(Saved entries)
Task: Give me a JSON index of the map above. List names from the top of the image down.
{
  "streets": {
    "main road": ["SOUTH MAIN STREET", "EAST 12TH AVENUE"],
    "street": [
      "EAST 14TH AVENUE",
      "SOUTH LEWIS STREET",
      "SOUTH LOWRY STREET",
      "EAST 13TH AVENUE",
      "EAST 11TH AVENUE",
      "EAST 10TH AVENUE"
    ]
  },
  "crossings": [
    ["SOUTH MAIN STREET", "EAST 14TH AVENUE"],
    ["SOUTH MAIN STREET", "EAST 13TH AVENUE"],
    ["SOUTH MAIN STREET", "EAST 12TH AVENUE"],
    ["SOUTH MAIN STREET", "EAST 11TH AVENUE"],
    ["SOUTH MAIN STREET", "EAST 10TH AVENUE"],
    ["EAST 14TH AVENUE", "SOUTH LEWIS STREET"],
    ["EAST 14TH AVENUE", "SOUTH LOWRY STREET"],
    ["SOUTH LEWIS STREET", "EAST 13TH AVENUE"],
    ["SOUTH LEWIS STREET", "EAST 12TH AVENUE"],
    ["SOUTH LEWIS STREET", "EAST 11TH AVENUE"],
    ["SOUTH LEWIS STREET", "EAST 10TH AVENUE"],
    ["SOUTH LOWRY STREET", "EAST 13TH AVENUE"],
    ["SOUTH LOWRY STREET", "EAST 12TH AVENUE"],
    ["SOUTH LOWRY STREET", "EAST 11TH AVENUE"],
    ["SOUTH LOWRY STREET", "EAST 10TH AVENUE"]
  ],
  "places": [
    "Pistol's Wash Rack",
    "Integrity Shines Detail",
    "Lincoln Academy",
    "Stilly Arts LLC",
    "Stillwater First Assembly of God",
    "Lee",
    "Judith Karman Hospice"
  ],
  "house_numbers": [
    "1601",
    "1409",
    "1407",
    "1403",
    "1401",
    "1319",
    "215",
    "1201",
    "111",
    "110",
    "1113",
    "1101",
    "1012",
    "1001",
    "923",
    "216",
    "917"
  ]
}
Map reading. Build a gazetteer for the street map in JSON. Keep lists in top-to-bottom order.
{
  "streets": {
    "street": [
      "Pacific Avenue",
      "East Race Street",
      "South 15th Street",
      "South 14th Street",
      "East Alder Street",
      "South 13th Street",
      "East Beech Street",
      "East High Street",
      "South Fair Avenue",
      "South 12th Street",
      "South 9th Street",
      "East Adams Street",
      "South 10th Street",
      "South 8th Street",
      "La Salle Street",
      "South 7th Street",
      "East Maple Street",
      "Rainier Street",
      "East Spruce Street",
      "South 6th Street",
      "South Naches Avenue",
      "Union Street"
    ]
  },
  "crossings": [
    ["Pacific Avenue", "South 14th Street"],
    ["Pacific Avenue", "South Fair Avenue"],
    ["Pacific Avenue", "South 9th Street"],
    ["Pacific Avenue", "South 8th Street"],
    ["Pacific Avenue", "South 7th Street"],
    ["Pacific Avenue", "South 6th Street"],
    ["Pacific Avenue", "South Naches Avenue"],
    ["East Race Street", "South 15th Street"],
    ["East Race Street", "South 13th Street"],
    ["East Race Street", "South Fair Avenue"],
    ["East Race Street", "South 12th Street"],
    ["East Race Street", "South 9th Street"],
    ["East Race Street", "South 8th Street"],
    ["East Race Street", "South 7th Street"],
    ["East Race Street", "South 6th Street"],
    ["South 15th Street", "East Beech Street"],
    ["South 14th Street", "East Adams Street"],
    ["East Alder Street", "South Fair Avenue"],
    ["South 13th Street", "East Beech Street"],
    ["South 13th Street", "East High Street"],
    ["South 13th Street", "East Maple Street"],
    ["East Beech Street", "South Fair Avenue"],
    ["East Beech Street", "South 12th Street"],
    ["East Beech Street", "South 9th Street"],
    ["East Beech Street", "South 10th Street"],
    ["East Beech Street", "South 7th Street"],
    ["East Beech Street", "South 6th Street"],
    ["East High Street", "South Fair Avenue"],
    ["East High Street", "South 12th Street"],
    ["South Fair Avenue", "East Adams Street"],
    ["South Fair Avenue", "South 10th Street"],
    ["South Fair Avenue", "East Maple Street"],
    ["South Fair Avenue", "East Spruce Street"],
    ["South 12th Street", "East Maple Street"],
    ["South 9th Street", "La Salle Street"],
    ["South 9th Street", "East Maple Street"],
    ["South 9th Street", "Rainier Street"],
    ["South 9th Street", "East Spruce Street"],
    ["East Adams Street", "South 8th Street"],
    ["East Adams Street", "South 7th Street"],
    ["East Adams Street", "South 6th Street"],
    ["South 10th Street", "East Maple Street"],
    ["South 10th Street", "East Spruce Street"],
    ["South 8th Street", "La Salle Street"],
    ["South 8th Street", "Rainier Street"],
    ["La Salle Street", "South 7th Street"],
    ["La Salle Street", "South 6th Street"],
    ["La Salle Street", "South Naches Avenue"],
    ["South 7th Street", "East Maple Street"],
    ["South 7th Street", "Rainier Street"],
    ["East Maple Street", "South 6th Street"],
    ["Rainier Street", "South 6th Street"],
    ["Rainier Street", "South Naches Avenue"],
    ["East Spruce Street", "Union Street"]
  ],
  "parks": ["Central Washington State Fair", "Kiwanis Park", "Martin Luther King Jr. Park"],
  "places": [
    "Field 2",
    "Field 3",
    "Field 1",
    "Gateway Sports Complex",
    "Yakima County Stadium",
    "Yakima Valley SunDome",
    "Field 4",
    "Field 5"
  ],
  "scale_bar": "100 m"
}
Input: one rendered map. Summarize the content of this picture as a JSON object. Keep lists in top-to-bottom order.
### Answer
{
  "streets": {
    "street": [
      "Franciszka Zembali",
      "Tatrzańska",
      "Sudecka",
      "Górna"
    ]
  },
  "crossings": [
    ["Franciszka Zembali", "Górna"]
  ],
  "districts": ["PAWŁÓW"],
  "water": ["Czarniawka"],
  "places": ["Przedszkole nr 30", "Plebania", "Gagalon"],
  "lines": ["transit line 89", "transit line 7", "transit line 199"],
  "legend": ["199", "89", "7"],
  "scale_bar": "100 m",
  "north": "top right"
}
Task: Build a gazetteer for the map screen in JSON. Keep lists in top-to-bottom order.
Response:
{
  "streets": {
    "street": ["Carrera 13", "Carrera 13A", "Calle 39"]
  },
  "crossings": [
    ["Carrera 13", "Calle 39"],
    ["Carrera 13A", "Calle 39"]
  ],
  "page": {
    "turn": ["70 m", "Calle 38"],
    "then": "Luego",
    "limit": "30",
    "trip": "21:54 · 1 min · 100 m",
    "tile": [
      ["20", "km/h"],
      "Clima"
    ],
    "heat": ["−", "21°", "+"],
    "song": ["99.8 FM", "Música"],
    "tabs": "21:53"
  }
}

Action item :: All of the entries above must be transcribed exactly.

Solution below ::
Task: Give me a JSON index of the map above. List names from the top of the image down.
{
  "streets": {
    "main road": ["SOUTH MAIN STREET", "EAST 12TH AVENUE"],
    "street": [
      "EAST 14TH AVENUE",
      "SOUTH LEWIS STREET",
      "SOUTH LOWRY STREET",
      "EAST 13TH AVENUE",
      "EAST 11TH AVENUE",
      "EAST 10TH AVENUE"
    ]
  },
  "crossings": [
    ["SOUTH MAIN STREET", "EAST 14TH AVENUE"],
    ["SOUTH MAIN STREET", "EAST 13TH AVENUE"],
    ["SOUTH MAIN STREET", "EAST 12TH AVENUE"],
    ["SOUTH MAIN STREET", "EAST 11TH AVENUE"],
    ["SOUTH MAIN STREET", "EAST 10TH AVENUE"],
    ["EAST 14TH AVENUE", "SOUTH LEWIS STREET"],
    ["EAST 14TH AVENUE", "SOUTH LOWRY STREET"],
    ["SOUTH LEWIS STREET", "EAST 13TH AVENUE"],
    ["SOUTH LEWIS STREET", "EAST 12TH AVENUE"],
    ["SOUTH LEWIS STREET", "EAST 11TH AVENUE"],
    ["SOUTH LEWIS STREET", "EAST 10TH AVENUE"],
    ["SOUTH LOWRY STREET", "EAST 13TH AVENUE"],
    ["SOUTH LOWRY STREET", "EAST 12TH AVENUE"],
    ["SOUTH LOWRY STREET", "EAST 11TH AVENUE"],
    ["SOUTH LOWRY STREET", "EAST 10TH AVENUE"]
  ],
  "places": [
    "Pistol's Wash Rack",
    "Integrity Shines Detail",
    "Lincoln Academy",
    "Stilly Arts LLC",
    "Stillwater First Assembly of God",
    "Lee",
    "Judith Karman Hospice"
  ],
  "house_numbers": [
    "1601",
    "1409",
    "1407",
    "1403",
    "1401",
    "1319",
    "215",
    "1201",
    "111",
    "110",
    "1113",
    "1101",
    "1012",
    "1001",
    "923",
    "216",
    "917"
  ]
}
Map reading. Build a gazetteer for the street map in JSON. Keep lists in top-to-bottom order.
{
  "streets": {
    "street": [
      "Pacific Avenue",
      "East Race Street",
      "South 15th Street",
      "South 14th Street",
      "East Alder Street",
      "South 13th Street",
      "East Beech Street",
      "East High Street",
      "South Fair Avenue",
      "South 12th Street",
      "South 9th Street",
      "East Adams Street",
      "South 10th Street",
      "South 8th Street",
      "La Salle Street",
      "South 7th Street",
      "East Maple Street",
      "Rainier Street",
      "East Spruce Street",
      "South 6th Street",
      "South Naches Avenue",
      "Union Street"
    ]
  },
  "crossings": [
    ["Pacific Avenue", "South 14th Street"],
    ["Pacific Avenue", "South Fair Avenue"],
    ["Pacific Avenue", "South 9th Street"],
    ["Pacific Avenue", "South 8th Street"],
    ["Pacific Avenue", "South 7th Street"],
    ["Pacific Avenue", "South 6th Street"],
    ["Pacific Avenue", "South Naches Avenue"],
    ["East Race Street", "South 15th Street"],
    ["East Race Street", "South 13th Street"],
    ["East Race Street", "South Fair Avenue"],
    ["East Race Street", "South 12th Street"],
    ["East Race Street", "South 9th Street"],
    ["East Race Street", "South 8th Street"],
    ["East Race Street", "South 7th Street"],
    ["East Race Street", "South 6th Street"],
    ["South 15th Street", "East Beech Street"],
    ["South 14th Street", "East Adams Street"],
    ["East Alder Street", "South Fair Avenue"],
    ["South 13th Street", "East Beech Street"],
    ["South 13th Street", "East High Street"],
    ["South 13th Street", "East Maple Street"],
    ["East Beech Street", "South Fair Avenue"],
    ["East Beech Street", "South 12th Street"],
    ["East Beech Street", "South 9th Street"],
    ["East Beech Street", "South 10th Street"],
    ["East Beech Street", "South 7th Street"],
    ["East Beech Street", "South 6th Street"],
    ["East High Street", "South Fair Avenue"],
    ["East High Street", "South 12th Street"],
    ["South Fair Avenue", "East Adams Street"],
    ["South Fair Avenue", "South 10th Street"],
    ["South Fair Avenue", "East Maple Street"],
    ["South Fair Avenue", "East Spruce Street"],
    ["South 12th Street", "East Maple Street"],
    ["South 9th Street", "La Salle Street"],
    ["South 9th Street", "East Maple Street"],
    ["South 9th Street", "Rainier Street"],
    ["South 9th Street", "East Spruce Street"],
    ["East Adams Street", "South 8th Street"],
    ["East Adams Street", "South 7th Street"],
    ["East Adams Street", "South 6th Street"],
    ["South 10th Street", "East Maple Street"],
    ["South 10th Street", "East Spruce Street"],
    ["South 8th Street", "La Salle Street"],
    ["South 8th Street", "Rainier Street"],
    ["La Salle Street", "South 7th Street"],
    ["La Salle Street", "South 6th Street"],
    ["La Salle Street", "South Naches Avenue"],
    ["South 7th Street", "East Maple Street"],
    ["South 7th Street", "Rainier Street"],
    ["East Maple Street", "South 6th Street"],
    ["Rainier Street", "South 6th Street"],
    ["Rainier Street", "South Naches Avenue"],
    ["East Spruce Street", "Union Street"]
  ],
  "parks": ["Central Washington State Fair", "Kiwanis Park", "Martin Luther King Jr. Park"],
  "places": [
    "Field 2",
    "Field 3",
    "Field 1",
    "Gateway Sports Complex",
    "Yakima County Stadium",
    "Yakima Valley SunDome",
    "Field 4",
    "Field 5"
  ],
  "scale_bar": "100 m"
}
Input: one rendered map. Summarize the content of this picture as a JSON object. Keep lists in top-to-bottom order.
### Answer
{
  "streets": {
    "street": [
      "Franciszka Zembali",
      "Tatrzańska",
      "Sudecka",
      "Górna"
    ]
  },
  "crossings": [
    ["Franciszka Zembali", "Górna"]
  ],
  "districts": ["PAWŁÓW"],
  "water": ["Czarniawka"],
  "places": ["Przedszkole nr 30", "Plebania", "Gagalon"],
  "lines": ["transit line 89", "transit line 7", "transit line 199"],
  "legend": ["199", "89", "7"],
  "scale_bar": "100 m",
  "north": "top right"
}
Task: Build a gazetteer for the map screen in JSON. Keep lists in top-to-bottom order.
Response:
{
  "streets": {
    "street": ["Carrera 13", "Carrera 13A", "Calle 39"]
  },
  "crossings": [
    ["Carrera 13", "Calle 39"],
    ["Carrera 13A", "Calle 39"]
  ],
  "page": {
    "turn": ["70 m", "Calle 38"],
    "then": "Luego",
    "limit": "30",
    "trip": "21:54 · 1 min · 100 m",
    "tile": [
      ["20", "km/h"],
      "Clima"
    ],
    "heat": ["−", "21°", "+"],
    "song": ["99.8 FM", "Música"],
    "tabs": "21:53"
  }
}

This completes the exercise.